Nagle's algorithm

Last updated

Nagle's algorithm is a means of improving the efficiency of TCP/IP networks by reducing the number of packets that need to be sent over the network. It was defined by John Nagle while working for Ford Aerospace. It was published in 1984 as a Request for Comments (RFC) with title Congestion Control in IP/TCP Internetworks in RFC   896.

Contents

The RFC describes what Nagle calls the "small-packet problem", where an application repeatedly emits data in small chunks, frequently only 1 byte in size. Since TCP packets have a 40-byte header (20 bytes for TCP, 20 bytes for IPv4), this results in a 41-byte packet for 1 byte of useful information, a huge overhead. This situation often occurs in Telnet sessions, where most keypresses generate a single byte of data that is transmitted immediately. Worse, over slow links, many such packets can be in transit at the same time, potentially leading to congestion collapse.

Nagle's algorithm works by combining a number of small outgoing messages and sending them all at once. Specifically, as long as there is a sent packet for which the sender has received no acknowledgment, the sender should keep buffering its output until it has a full packet's worth of output, thus allowing output to be sent all at once.

Algorithm

The RFC defines the algorithm as

inhibit the sending of new TCP segments when new outgoing data arrives from the user if any previously transmitted data on the connection remains unacknowledged.

Where MSS is the maximum segment size, the largest segment that can be sent on this connection, and the window size is the currently acceptable window of unacknowledged data, this can be written in pseudocode as[ citation needed ]

if there is new data to send thenif the window size ≥ MSS and available data is ≥ MSS then         send complete MSS segment now     elseif there is unconfirmed data still in the pipe then             enqueue data in the buffer until an acknowledge is received         else             send data immediately         end ifend ifend if

Interaction with delayed ACK

This algorithm interacts badly with TCP delayed acknowledgments (delayed ACK), a feature introduced into TCP at roughly the same time in the early 1980s, but by a different group. With both algorithms enabled, applications that do two successive writes to a TCP connection, followed by a read that will not be fulfilled until after the data from the second write has reached the destination, experience a constant delay of up to 500 milliseconds, the "ACK delay". It is recommended to disable either, although traditionally it's easier to disable Nagle, since such a switch already exists for real-time applications.

A solution recommended by Nagle, that prevents the algorithm sending premature packets, is by buffering up application writes then flushing the buffer: [1]

The user-level solution is to avoid write–write–read sequences on sockets. Write–read–write–read is fine. Write–write–write is fine. But write–write–read is a killer. So, if you can, buffer up your little writes to TCP and send them all at once. Using the standard UNIX I/O package and flushing write before each read usually works.

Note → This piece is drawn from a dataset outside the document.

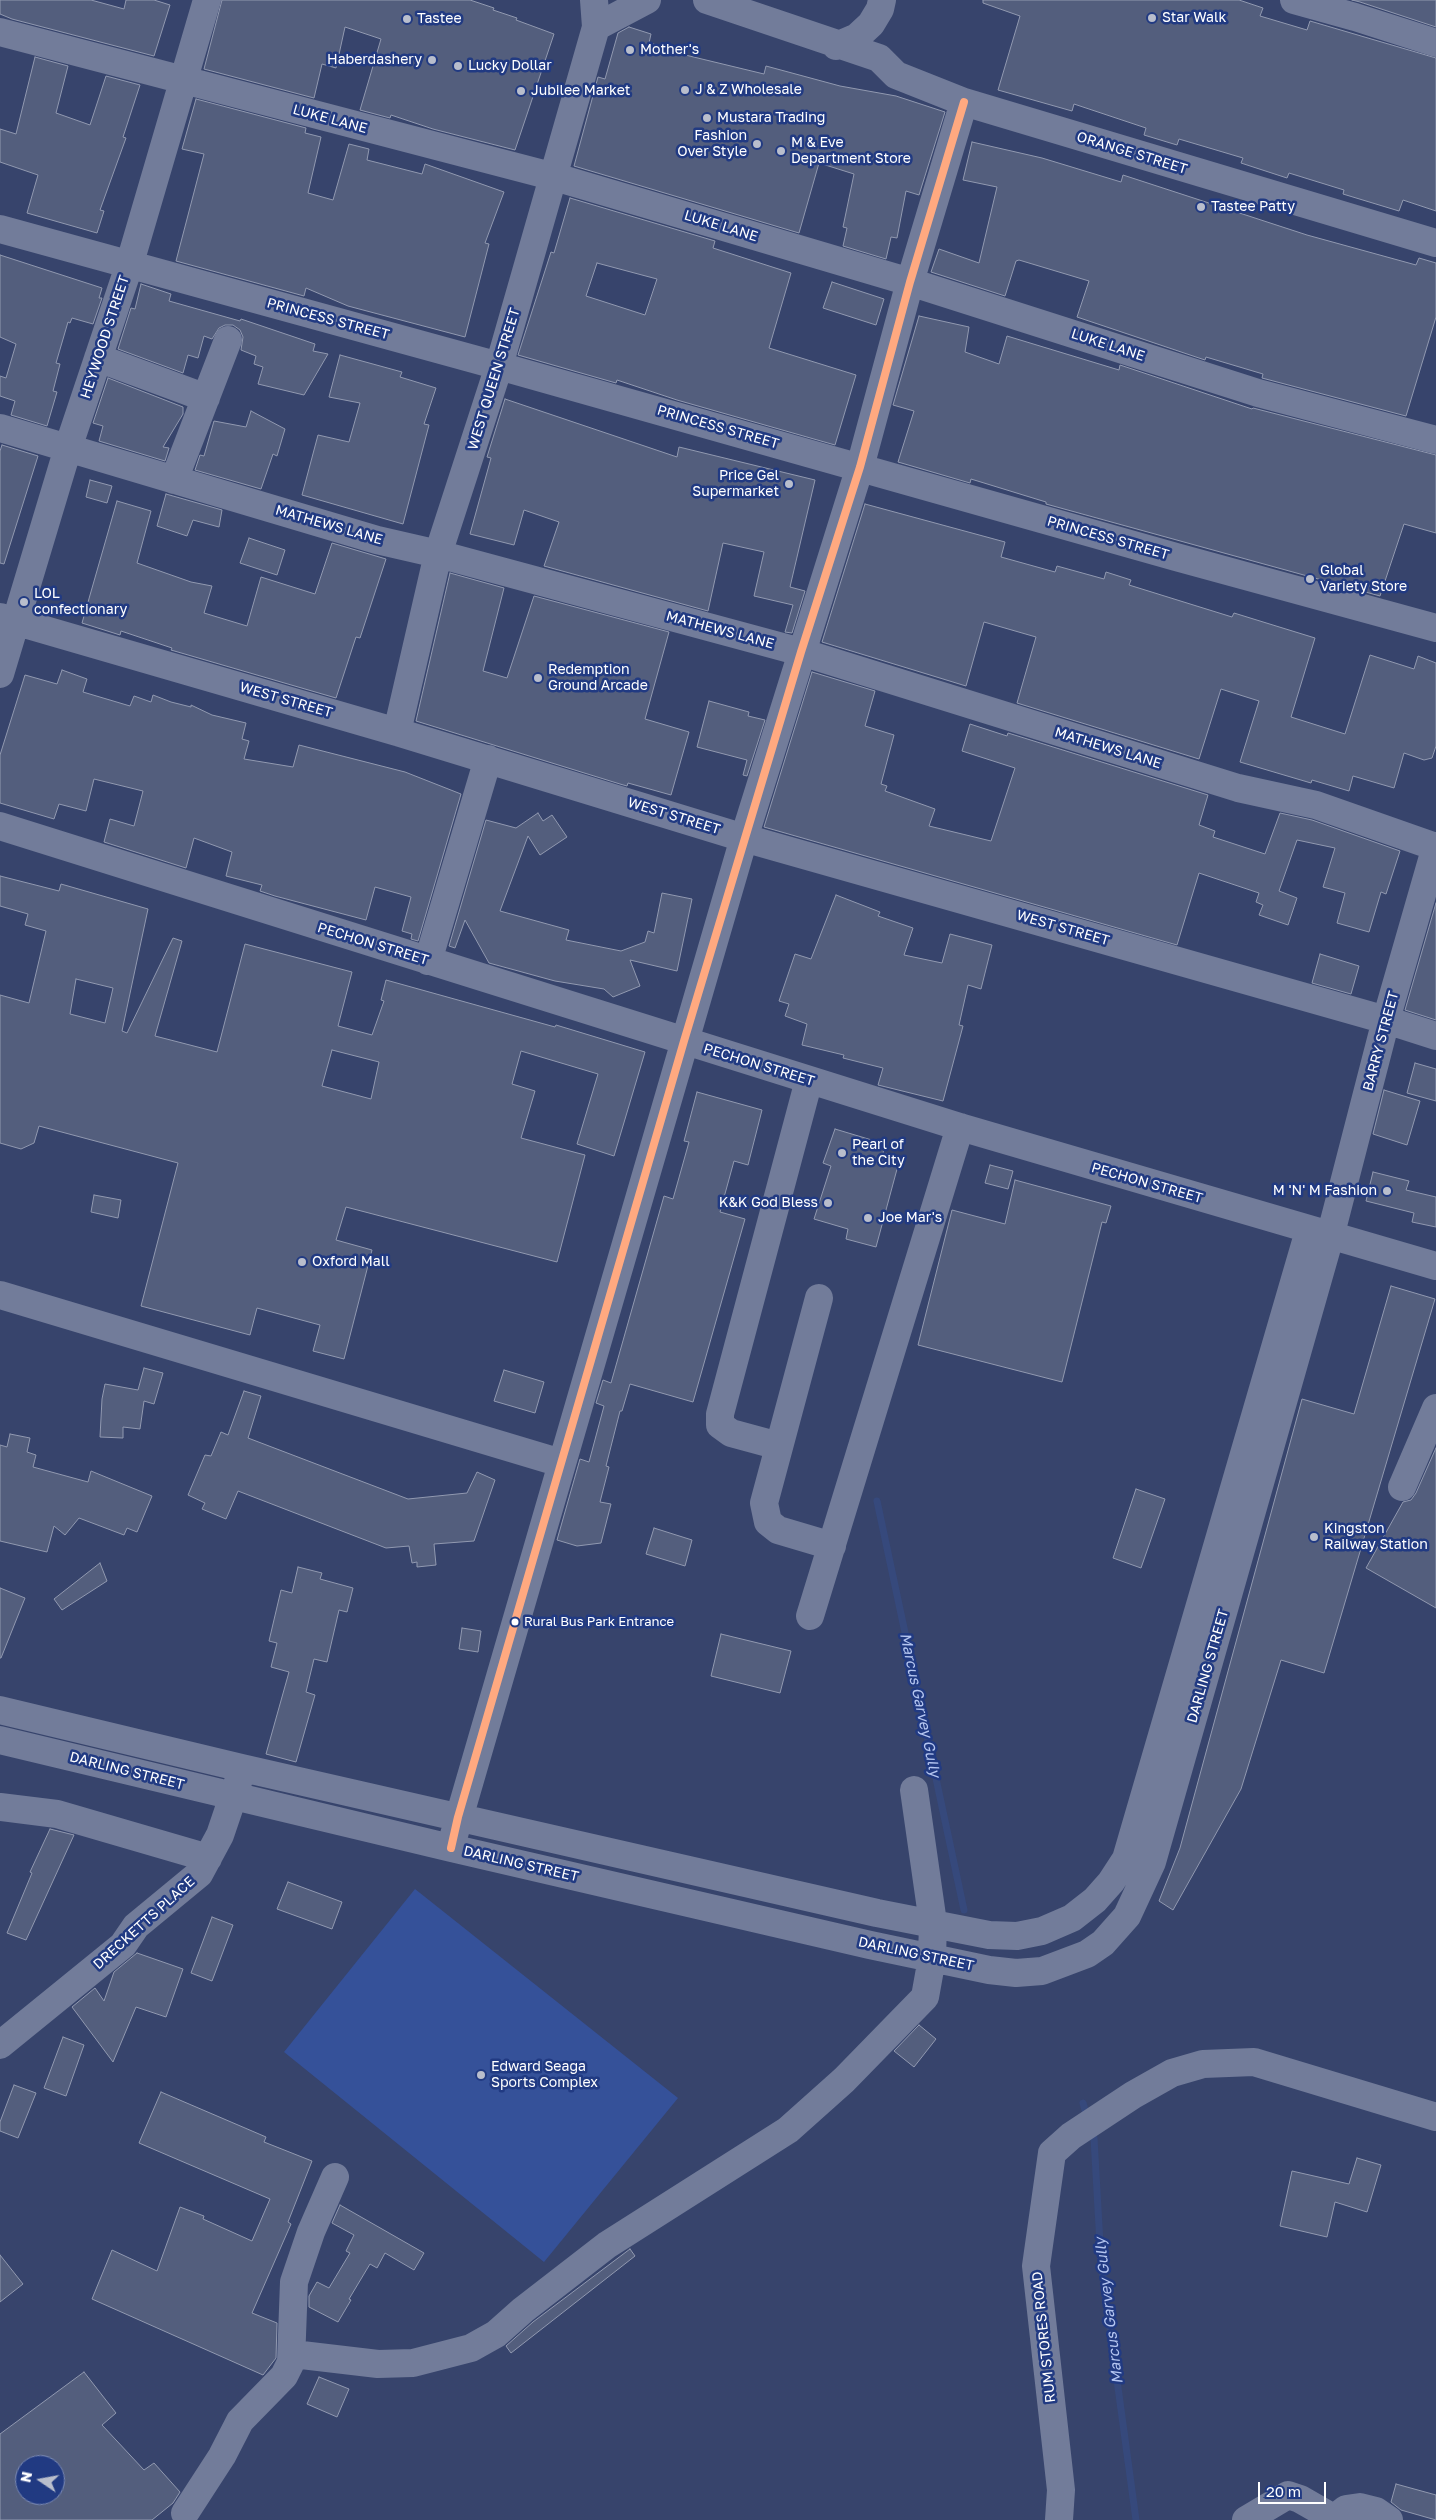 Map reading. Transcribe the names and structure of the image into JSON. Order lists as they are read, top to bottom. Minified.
{"streets":{"street":["LUKE LANE","ORANGE STREET","PRINCESS STREET","HEYWOOD STREET","WEST QUEEN STREET","MATHEWS LANE","WEST STREET","PECHON STREET","BARRY STREET","DARLING STREET","DRECKETTS PLACE","RUM STORES ROAD"]},"crossings":[["LUKE LANE","HEYWOOD STREET"],["LUKE LANE","WEST QUEEN STREET"],["PRINCESS STREET","HEYWOOD STREET"],["PRINCESS STREET","WEST QUEEN STREET"],["HEYWOOD STREET","MATHEWS LANE"],["HEYWOOD STREET","WEST STREET"],["WEST QUEEN STREET","MATHEWS LANE"],["WEST QUEEN STREET","WEST STREET"],["MATHEWS LANE","BARRY STREET"],["WEST STREET","BARRY STREET"],["PECHON STREET","BARRY STREET"],["PECHON STREET","DARLING STREET"],["BARRY STREET","DARLING STREET"],["DARLING STREET","DRECKETTS PLACE"]],"water":["Marcus Garvey Gully"],"places":["Star Walk","Tastee","Mother's","Haberdashery","Lucky Dollar","J & Z Wholesale","Jubilee Market","Mustara Trading","Fashion Over Style","M & Eve Department Store","Tastee Patty","Price Gel Supermarket","Global Variety Store","LOL confectionary","Redemption Ground Arcade","Pearl of the City","M 'N' M Fashion","K&K God Bless","Joe Mar's","Oxford Mall","Kingston Railway Station","Rural Bus Park Entrance","Edward Seaga Sports Complex"],"scale_bar":"20 m","north":"left"} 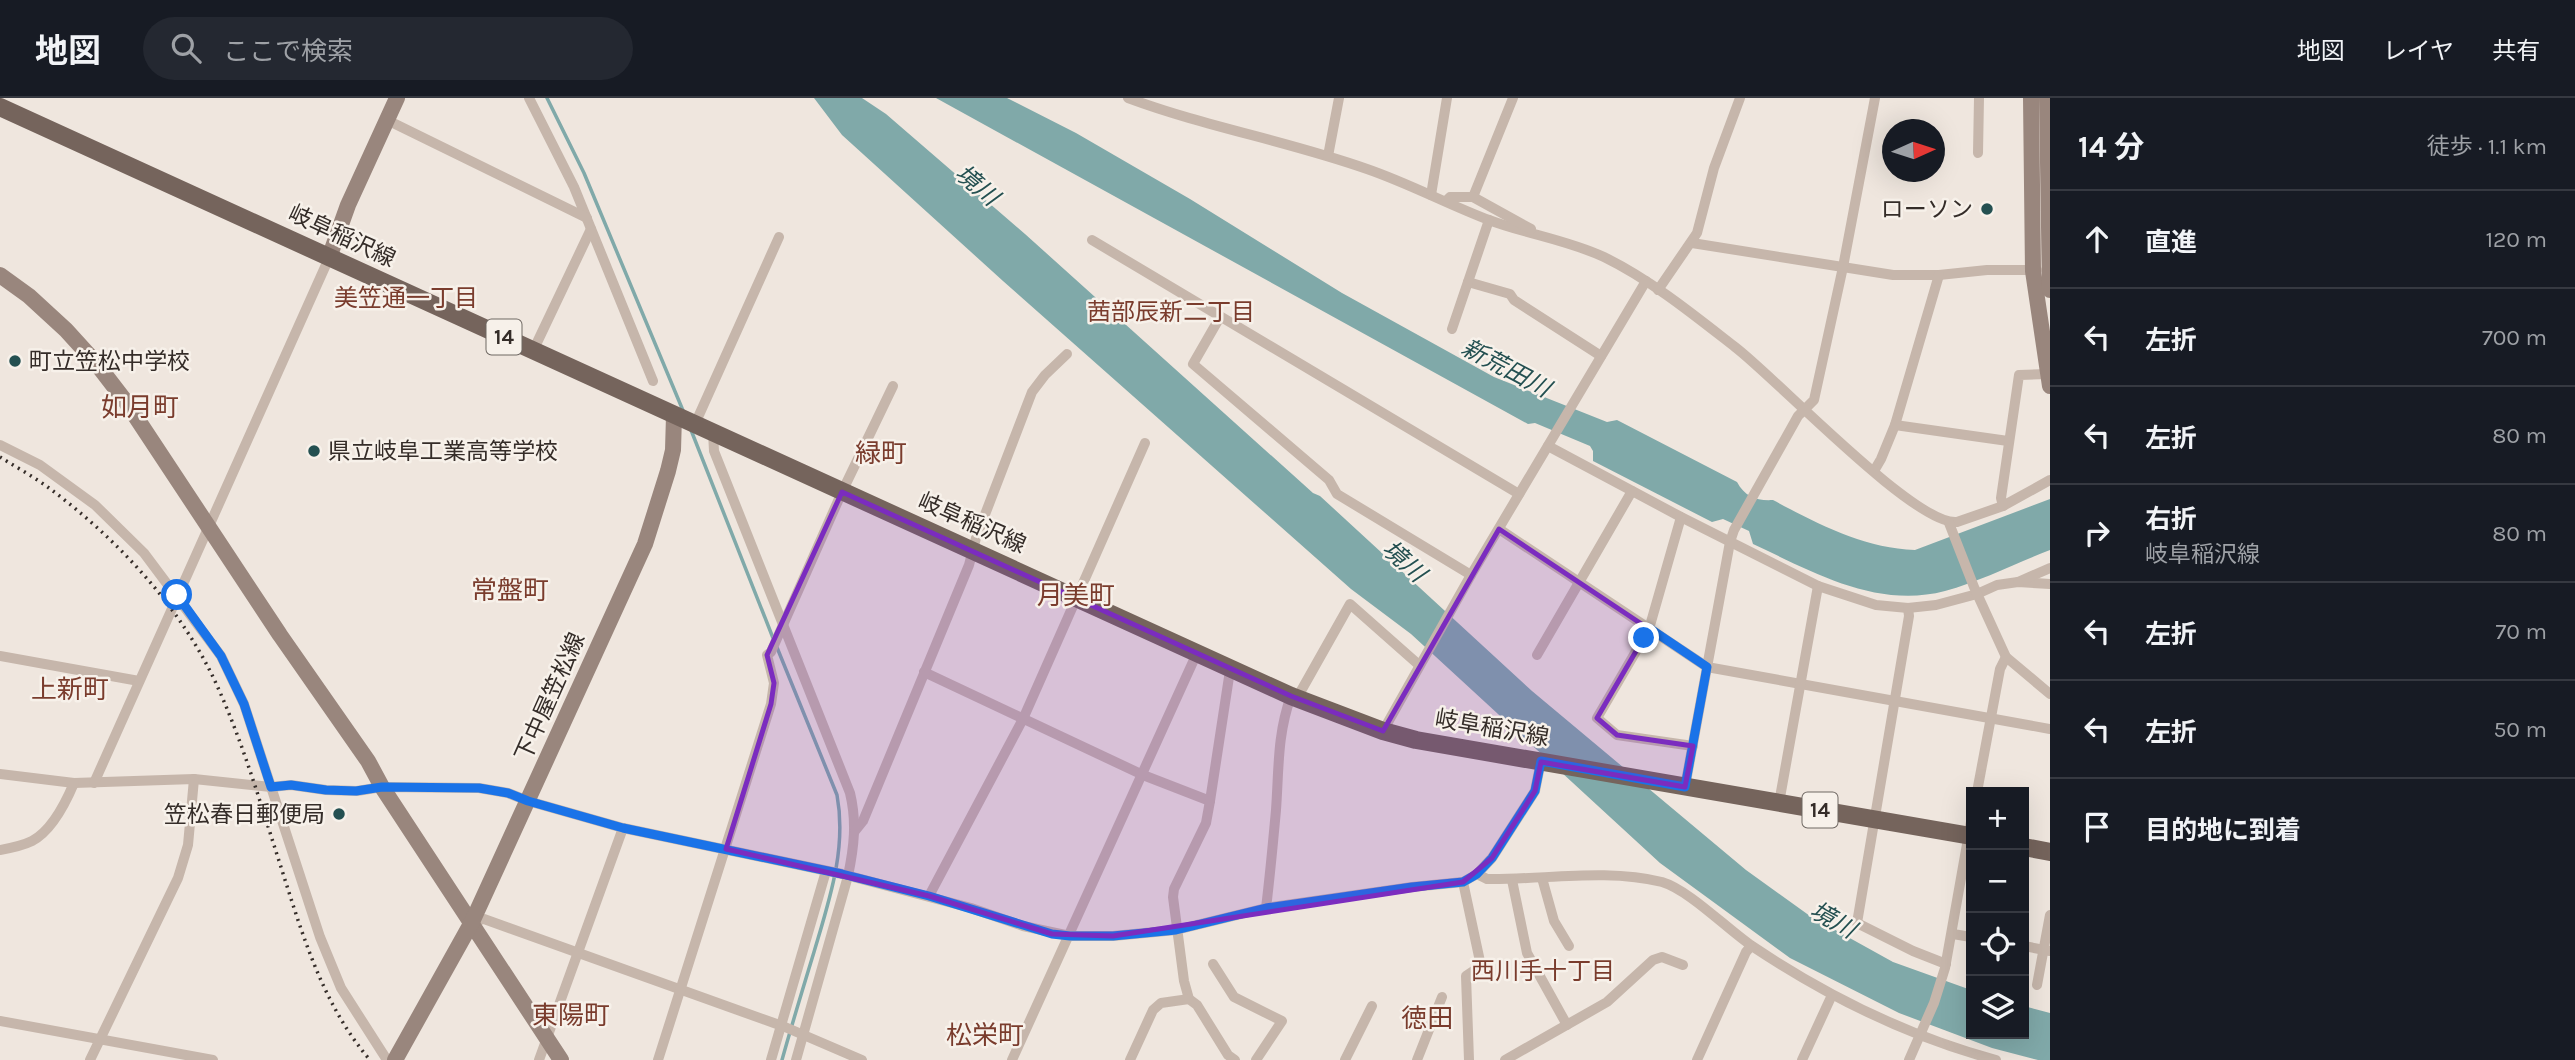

Nagle considers delayed ACKs a "bad idea" since the application layer does not usually respond within the delay window (which would allow the ACK to be combined with the response packet). [2] For typical (non-realtime) use cases, he recommends disabling delayed ACK instead of disabling his algorithm, as "quick" ACKs do not incur as much overhead as many small packets do for the same improvement in round-trip time. [3]

Disabling either Nagle or delayed ACK

TCP implementations usually provide applications with an interface to disable the Nagle algorithm. This is typically called the TCP_NODELAY option. On Microsoft Windows the TcpNoDelay registry switch decides the default. TCP_NODELAY is present since the TCP/IP stack in 4.2BSD of 1983, a stack with many descendants. [4]

The interface for disabling delayed ACK is not consistent among systems. The TCP_QUICKACK flag is available on Linux since 2001 (2.4.4) and potentially on Windows, where the official interface is SIO_TCP_SET_ACK_FREQUENCY. [5]

Setting TcpAckFrequency to 1 in the Windows registry turns off delayed ACK by default. [6] On FreeBSD, the sysctl entry net.inet.tcp.delayed_ack controls the default behavior. [4] No such switch is present in Linux. [7]

Large-write case

The interaction between delayed ACK and Nagle also extends to larger writes. If the data in a single write spans 2n packets, where there are 2n-1 full-sized TCP segments followed by a partial TCP segment, the original Nagle algorithm would withhold the last packet, waiting for either more data to send (to fill the packet), or the ACK for the previous packet (indicating that all the previous packets have left the network). A delayed ACK would, again, add a maximum of 500 ms before the last packet is sent. [8] This behavior limits performance for non-pipelined stop-and-wait request-response application protocol such as HTTP with persistent connection. [9]

Minshall's modification to Nagle's algorithm makes it such that the algorithm always sends if the last packet is full-sized, only waiting for an acknowledgement when the last packet is partial. The goal was to weaken the incentive for disabling Nagle by taking care of this large-write penalty. [10] Again, disabling delayed ACK on the receiving end would remove the issue completely.

Interactions with real-time systems

Applications that expect real-time responses and low latency can react poorly with Nagle's algorithm. Applications such as networked multiplayer video games or the movement of the mouse in a remotely controlled operating system, expect that actions are sent immediately, while the algorithm purposefully delays transmission, increasing bandwidth efficiency at the expense of one-way latency. [3] For this reason applications with low-bandwidth time-sensitive transmissions typically use TCP_NODELAY to bypass the Nagle-delayed ACK delay. [11]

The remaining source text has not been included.